Hello,
On Tue, Jul 16, 2024 at 03:48:17PM +0200, Michal Hocko wrote: ...
This behavior is particularly useful for work scheduling systems that need to track memory usage of worker processes/cgroups per-work-item. Since memory can't be squeezed like CPU can (the OOM-killer has opinions), these systems need to track the peak memory usage to compute system/container fullness when binpacking workitems.
Swap still has bad reps but there's nothing drastically worse about it than page cache. ie. If you're under memory pressure, you get thrashing one way or another. If there's no swap, the system is just memlocking anon memory even when they are a lot colder than page cache, so I'm skeptical that no swap + mostly anon + kernel OOM kills is a good strategy in general especially given that the system behavior is not very predictable under OOM conditions.
As mentioned down the email thread, I consider usefulness of peak value rather limited. It is misleading when memory is reclaimed. But fundamentally I do not oppose to unifying the write behavior to reset values.
The removal of resets was intentional. The problem was that it wasn't clear who owned those counters and there's no way of telling who reset what when. It was easy to accidentally end up with multiple entities that think they can get timed measurement by resetting.
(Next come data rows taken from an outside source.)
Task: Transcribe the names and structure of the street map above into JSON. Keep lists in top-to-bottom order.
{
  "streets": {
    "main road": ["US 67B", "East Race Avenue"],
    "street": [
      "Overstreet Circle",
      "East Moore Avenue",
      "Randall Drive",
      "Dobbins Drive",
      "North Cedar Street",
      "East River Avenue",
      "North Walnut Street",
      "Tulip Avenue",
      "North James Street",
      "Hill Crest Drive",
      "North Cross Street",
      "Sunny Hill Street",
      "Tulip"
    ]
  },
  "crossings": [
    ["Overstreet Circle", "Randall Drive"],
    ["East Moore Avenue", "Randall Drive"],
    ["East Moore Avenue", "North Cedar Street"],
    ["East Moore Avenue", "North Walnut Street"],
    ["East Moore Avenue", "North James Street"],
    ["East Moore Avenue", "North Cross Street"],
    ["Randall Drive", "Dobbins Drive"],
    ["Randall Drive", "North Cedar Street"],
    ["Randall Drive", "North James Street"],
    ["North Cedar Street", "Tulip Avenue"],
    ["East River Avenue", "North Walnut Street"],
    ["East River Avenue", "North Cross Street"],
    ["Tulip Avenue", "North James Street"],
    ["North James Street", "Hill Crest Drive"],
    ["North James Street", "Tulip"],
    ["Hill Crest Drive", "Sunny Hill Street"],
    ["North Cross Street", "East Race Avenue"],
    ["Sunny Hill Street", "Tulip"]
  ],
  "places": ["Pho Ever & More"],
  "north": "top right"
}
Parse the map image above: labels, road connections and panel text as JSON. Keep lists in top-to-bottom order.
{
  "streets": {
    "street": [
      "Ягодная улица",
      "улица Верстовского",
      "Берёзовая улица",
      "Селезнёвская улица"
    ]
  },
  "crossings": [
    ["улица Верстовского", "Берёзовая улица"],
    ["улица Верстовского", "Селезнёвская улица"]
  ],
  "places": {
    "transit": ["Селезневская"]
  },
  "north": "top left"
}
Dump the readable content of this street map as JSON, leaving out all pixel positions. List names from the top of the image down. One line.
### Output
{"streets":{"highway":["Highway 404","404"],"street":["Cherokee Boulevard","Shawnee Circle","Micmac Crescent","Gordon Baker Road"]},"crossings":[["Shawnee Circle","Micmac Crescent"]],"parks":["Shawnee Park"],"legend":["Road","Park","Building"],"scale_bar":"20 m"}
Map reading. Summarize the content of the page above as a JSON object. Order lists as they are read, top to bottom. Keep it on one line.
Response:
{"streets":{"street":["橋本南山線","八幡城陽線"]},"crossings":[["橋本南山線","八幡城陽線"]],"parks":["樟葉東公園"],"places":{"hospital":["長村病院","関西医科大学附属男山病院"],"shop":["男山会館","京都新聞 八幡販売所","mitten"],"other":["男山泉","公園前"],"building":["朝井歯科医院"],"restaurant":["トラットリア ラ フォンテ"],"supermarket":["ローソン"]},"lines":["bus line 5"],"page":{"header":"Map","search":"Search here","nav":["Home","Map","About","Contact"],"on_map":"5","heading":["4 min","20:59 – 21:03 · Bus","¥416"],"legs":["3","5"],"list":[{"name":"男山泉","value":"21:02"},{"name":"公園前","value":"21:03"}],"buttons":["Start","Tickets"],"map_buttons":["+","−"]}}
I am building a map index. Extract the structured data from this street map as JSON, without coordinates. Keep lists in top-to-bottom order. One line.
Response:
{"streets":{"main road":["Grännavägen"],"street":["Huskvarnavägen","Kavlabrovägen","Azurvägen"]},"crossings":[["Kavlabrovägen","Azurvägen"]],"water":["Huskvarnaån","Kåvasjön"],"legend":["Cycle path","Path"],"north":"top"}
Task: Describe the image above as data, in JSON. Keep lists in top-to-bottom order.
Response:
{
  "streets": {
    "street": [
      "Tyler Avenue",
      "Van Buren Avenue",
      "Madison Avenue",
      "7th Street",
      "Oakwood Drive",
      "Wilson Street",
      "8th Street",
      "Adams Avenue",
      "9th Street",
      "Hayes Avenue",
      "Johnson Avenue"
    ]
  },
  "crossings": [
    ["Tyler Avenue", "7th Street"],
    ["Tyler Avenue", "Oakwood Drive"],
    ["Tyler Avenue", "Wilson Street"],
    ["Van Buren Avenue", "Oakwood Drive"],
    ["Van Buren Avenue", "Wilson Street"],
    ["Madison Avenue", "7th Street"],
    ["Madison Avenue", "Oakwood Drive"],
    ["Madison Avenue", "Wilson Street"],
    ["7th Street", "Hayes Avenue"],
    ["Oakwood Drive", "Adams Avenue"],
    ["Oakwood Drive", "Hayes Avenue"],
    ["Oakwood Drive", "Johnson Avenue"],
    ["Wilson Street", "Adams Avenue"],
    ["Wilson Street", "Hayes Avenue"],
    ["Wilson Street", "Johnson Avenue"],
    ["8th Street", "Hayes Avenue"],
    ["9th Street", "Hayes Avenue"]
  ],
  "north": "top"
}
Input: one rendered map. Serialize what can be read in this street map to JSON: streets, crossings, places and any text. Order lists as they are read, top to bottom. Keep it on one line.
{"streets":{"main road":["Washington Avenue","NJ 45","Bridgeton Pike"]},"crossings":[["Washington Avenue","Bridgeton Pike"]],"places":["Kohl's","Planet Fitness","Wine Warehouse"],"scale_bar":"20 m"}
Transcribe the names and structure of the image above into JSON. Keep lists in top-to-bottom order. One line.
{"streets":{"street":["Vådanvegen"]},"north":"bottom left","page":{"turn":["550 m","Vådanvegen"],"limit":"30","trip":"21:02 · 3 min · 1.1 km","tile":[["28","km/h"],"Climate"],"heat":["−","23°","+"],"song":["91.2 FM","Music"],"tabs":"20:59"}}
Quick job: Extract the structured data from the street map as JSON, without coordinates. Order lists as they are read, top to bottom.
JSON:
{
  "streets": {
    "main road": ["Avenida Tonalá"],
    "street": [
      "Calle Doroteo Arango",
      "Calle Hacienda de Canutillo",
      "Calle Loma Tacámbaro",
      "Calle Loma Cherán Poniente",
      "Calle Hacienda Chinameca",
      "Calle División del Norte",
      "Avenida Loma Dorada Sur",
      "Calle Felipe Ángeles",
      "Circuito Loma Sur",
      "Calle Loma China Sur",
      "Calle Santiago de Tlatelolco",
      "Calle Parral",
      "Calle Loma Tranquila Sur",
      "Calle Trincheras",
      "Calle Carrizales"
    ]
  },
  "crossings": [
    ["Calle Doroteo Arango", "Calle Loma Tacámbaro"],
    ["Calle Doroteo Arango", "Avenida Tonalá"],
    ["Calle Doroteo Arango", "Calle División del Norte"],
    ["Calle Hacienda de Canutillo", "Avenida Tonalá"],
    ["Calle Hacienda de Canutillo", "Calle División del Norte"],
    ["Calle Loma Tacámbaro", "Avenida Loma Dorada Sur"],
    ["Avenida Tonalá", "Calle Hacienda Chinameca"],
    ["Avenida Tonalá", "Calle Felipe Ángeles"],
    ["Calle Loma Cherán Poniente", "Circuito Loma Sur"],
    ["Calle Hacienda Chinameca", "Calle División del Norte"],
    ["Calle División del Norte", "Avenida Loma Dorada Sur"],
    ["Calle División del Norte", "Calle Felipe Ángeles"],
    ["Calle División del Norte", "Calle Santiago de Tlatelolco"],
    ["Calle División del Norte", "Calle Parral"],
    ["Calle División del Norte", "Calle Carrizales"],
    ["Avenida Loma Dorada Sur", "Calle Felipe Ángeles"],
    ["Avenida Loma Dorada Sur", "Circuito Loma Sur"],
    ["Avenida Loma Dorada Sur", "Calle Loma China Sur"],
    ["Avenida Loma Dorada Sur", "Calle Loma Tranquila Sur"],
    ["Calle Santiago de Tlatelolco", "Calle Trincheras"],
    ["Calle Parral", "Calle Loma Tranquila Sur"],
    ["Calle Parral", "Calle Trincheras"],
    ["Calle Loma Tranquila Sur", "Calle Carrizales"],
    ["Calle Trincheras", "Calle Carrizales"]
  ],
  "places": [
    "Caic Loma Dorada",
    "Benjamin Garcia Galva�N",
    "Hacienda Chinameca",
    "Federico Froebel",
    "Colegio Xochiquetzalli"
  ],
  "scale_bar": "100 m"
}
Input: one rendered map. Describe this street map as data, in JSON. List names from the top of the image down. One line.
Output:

So, in general, I don't think this is a great idea. There are shortcomings to how memory.peak behaves in that its meaningfulness quickly declines over time. This is expected and the rationale behind adding memory.peak, IIRC, was that it was difficult to tell the memory usage of a short-lived cgroup.
If we want to allow peak measurement of time periods, I wonder whether we could do something similar to pressure triggers - ie. let users register watchers so that each user can define their own watch periods. This is more involved but more useful and less error-inducing than adding reset to a single counter.
Johannes, what do you think?
Thanks.